_What is expected:_
Except for the pictures, retype the records that follow exactly.
::: Data to examine
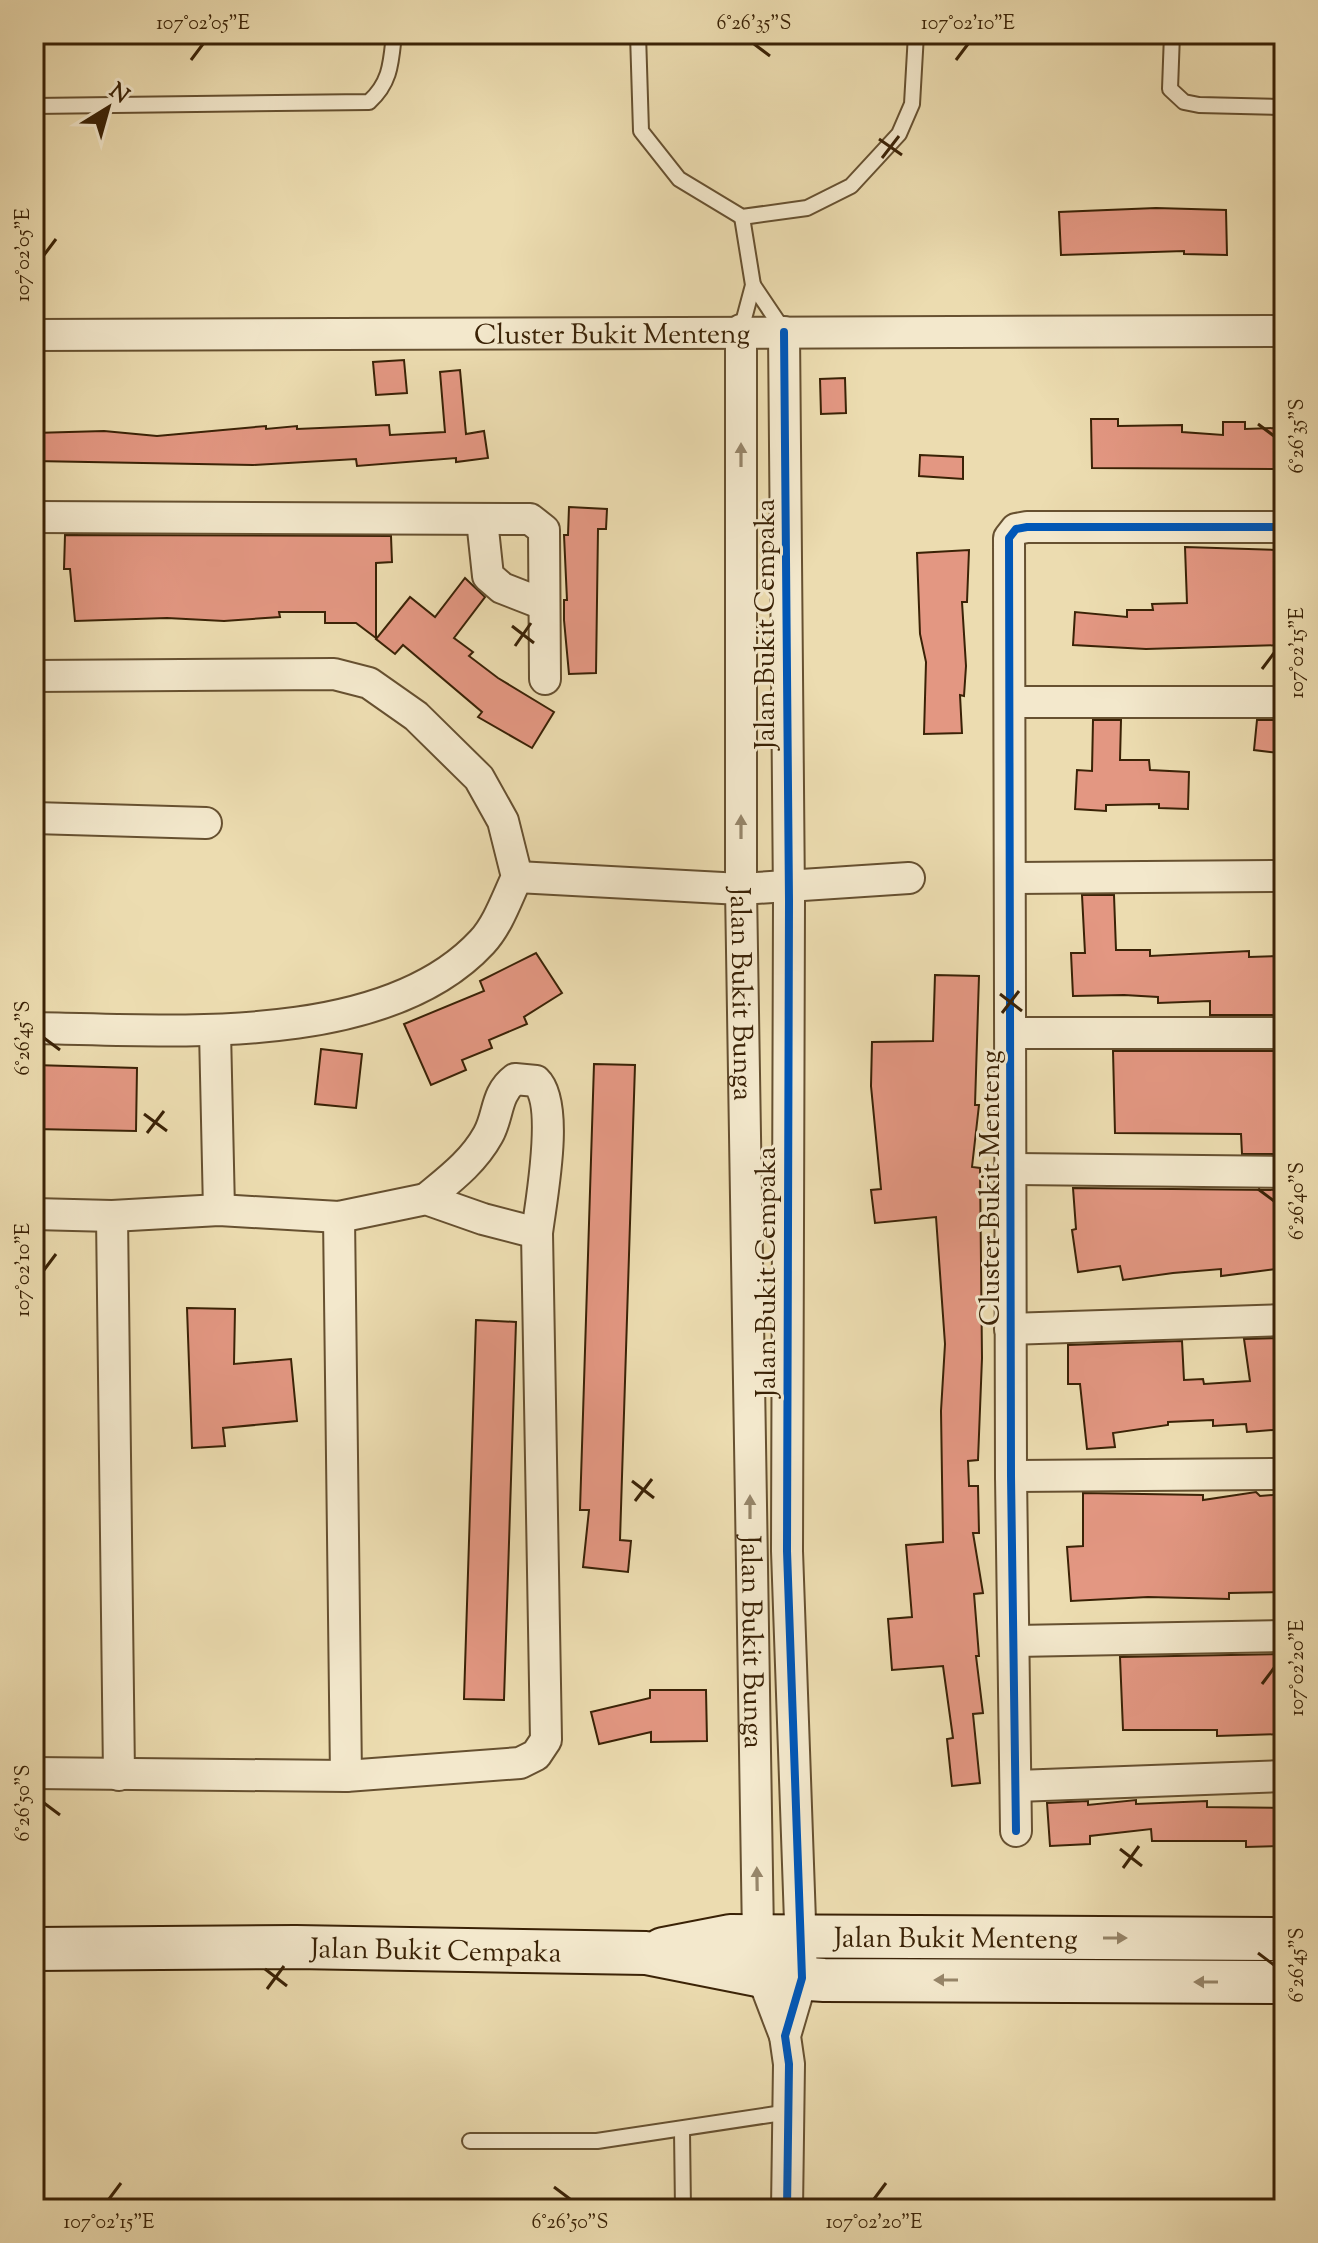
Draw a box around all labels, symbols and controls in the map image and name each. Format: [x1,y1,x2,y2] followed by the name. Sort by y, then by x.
[156,10,250,39] text: 107°02'05"E
[717,10,791,39] text: 6°26'35"S
[921,10,1015,39] text: 107°02'10"E
[68,68,148,148] north arrow
[102,76,135,113] text: N
[10,208,39,302] text: 107°02'05"E
[474,316,750,357] street label: Cluster Bukit Menteng
[1284,399,1313,473] text: 6°26'35"S
[735,442,747,467] one-way arrow
[747,498,787,751] street label: Jalan Bukit Cempaka
[1284,608,1313,698] text: 107°02'15"E
[735,814,747,839] one-way arrow
[718,885,761,1101] street label: Jalan Bukit Bunga
[10,1001,39,1075] text: 6°26'45"S
[972,1050,1012,1326] street label: Cluster Bukit Menteng
[748,1146,788,1399] street label: Jalan Bukit Cempaka
[1284,1162,1313,1240] text: 6°26'40"S
[10,1223,39,1317] text: 107°02'10"E
[744,1494,756,1519] one-way arrow
[728,1533,772,1749] street label: Jalan Bukit Bunga
[1284,1620,1313,1716] text: 107°02'20"E
[10,1765,39,1841] text: 6°26'50"S
[751,1866,763,1891] one-way arrow
[832,1920,1078,1961] street label: Jalan Bukit Menteng
[1284,1928,1313,2002] text: 6°26'45"S
[308,1930,562,1975] street label: Jalan Bukit Cempaka
[1103,1932,1128,1944] one-way arrow
[933,1974,958,1986] one-way arrow
[1193,1976,1218,1988] one-way arrow
[64,2209,154,2238] text: 107°02'15"E
[532,2209,608,2238] text: 6°26'50"S
[826,2209,922,2238] text: 107°02'20"E

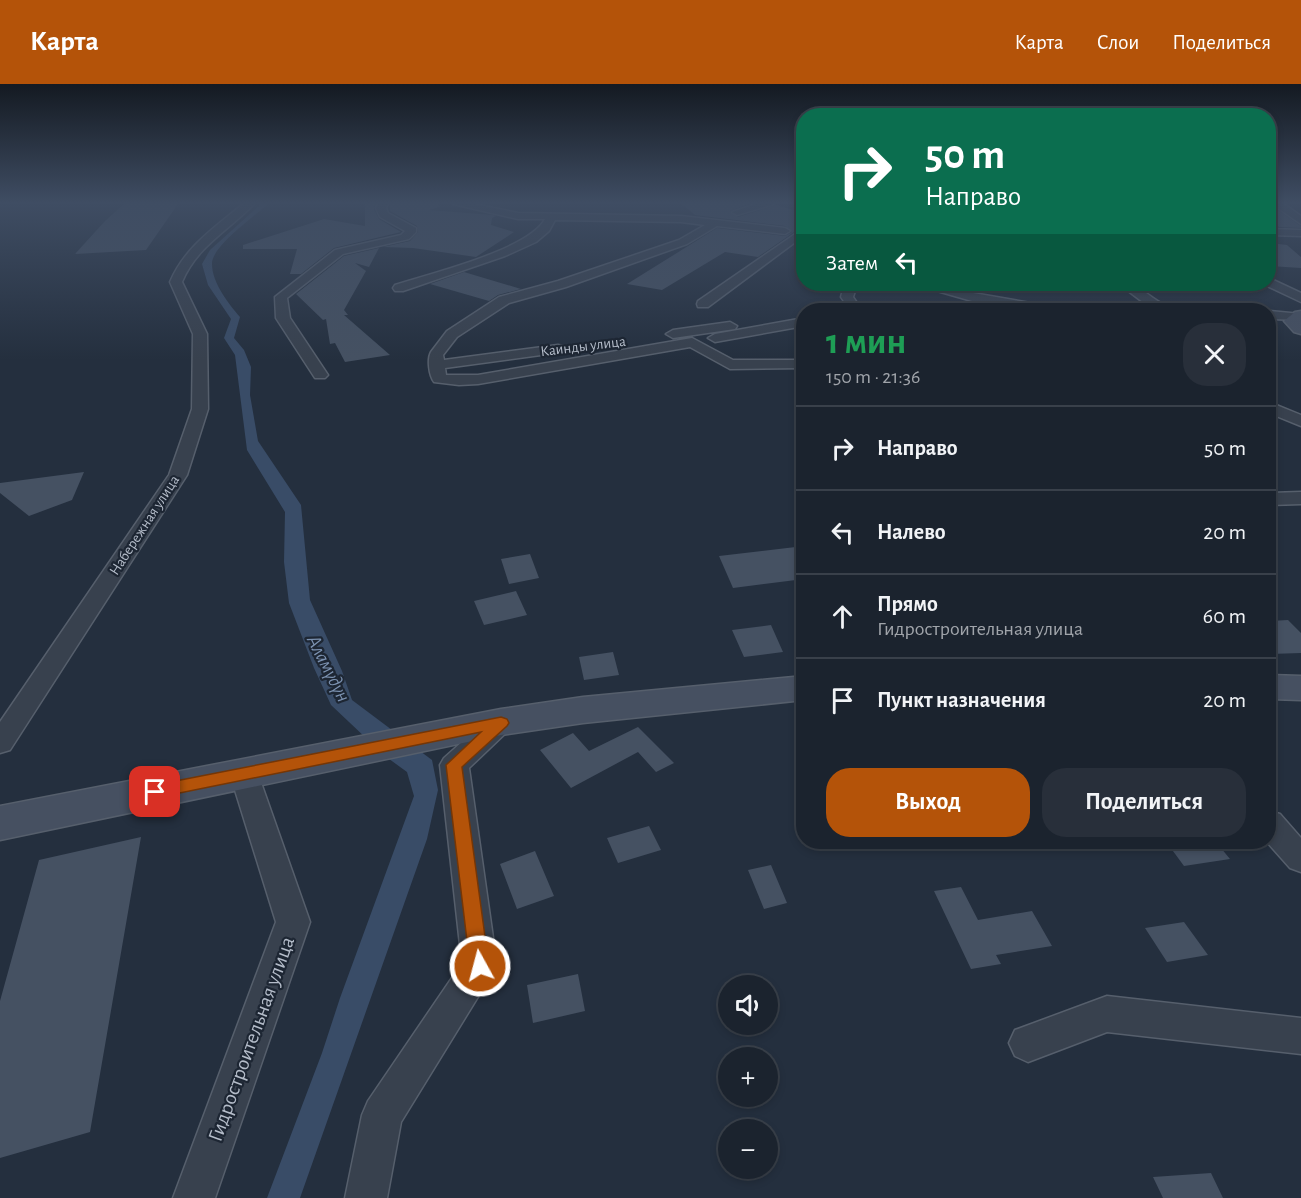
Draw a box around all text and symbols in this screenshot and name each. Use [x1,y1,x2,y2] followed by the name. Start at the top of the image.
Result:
::::::
_Answer box:_
Draw a box around all labels, symbols and controls in the map image and name each. Format: [x1,y1,x2,y2] followed by the name. Sort by y, then by x.
[156,10,250,39] text: 107°02'05"E
[717,10,791,39] text: 6°26'35"S
[921,10,1015,39] text: 107°02'10"E
[68,68,148,148] north arrow
[102,76,135,113] text: N
[10,208,39,302] text: 107°02'05"E
[474,316,750,357] street label: Cluster Bukit Menteng
[1284,399,1313,473] text: 6°26'35"S
[735,442,747,467] one-way arrow
[747,498,787,751] street label: Jalan Bukit Cempaka
[1284,608,1313,698] text: 107°02'15"E
[735,814,747,839] one-way arrow
[718,885,761,1101] street label: Jalan Bukit Bunga
[10,1001,39,1075] text: 6°26'45"S
[972,1050,1012,1326] street label: Cluster Bukit Menteng
[748,1146,788,1399] street label: Jalan Bukit Cempaka
[1284,1162,1313,1240] text: 6°26'40"S
[10,1223,39,1317] text: 107°02'10"E
[744,1494,756,1519] one-way arrow
[728,1533,772,1749] street label: Jalan Bukit Bunga
[1284,1620,1313,1716] text: 107°02'20"E
[10,1765,39,1841] text: 6°26'50"S
[751,1866,763,1891] one-way arrow
[832,1920,1078,1961] street label: Jalan Bukit Menteng
[1284,1928,1313,2002] text: 6°26'45"S
[308,1930,562,1975] street label: Jalan Bukit Cempaka
[1103,1932,1128,1944] one-way arrow
[933,1974,958,1986] one-way arrow
[1193,1976,1218,1988] one-way arrow
[64,2209,154,2238] text: 107°02'15"E
[532,2209,608,2238] text: 6°26'50"S
[826,2209,922,2238] text: 107°02'20"E

Draw a box around all text and symbols in this screenshot and name each. Use [x1,y1,x2,y2] followed by the name. Start at the top of the image.
Result:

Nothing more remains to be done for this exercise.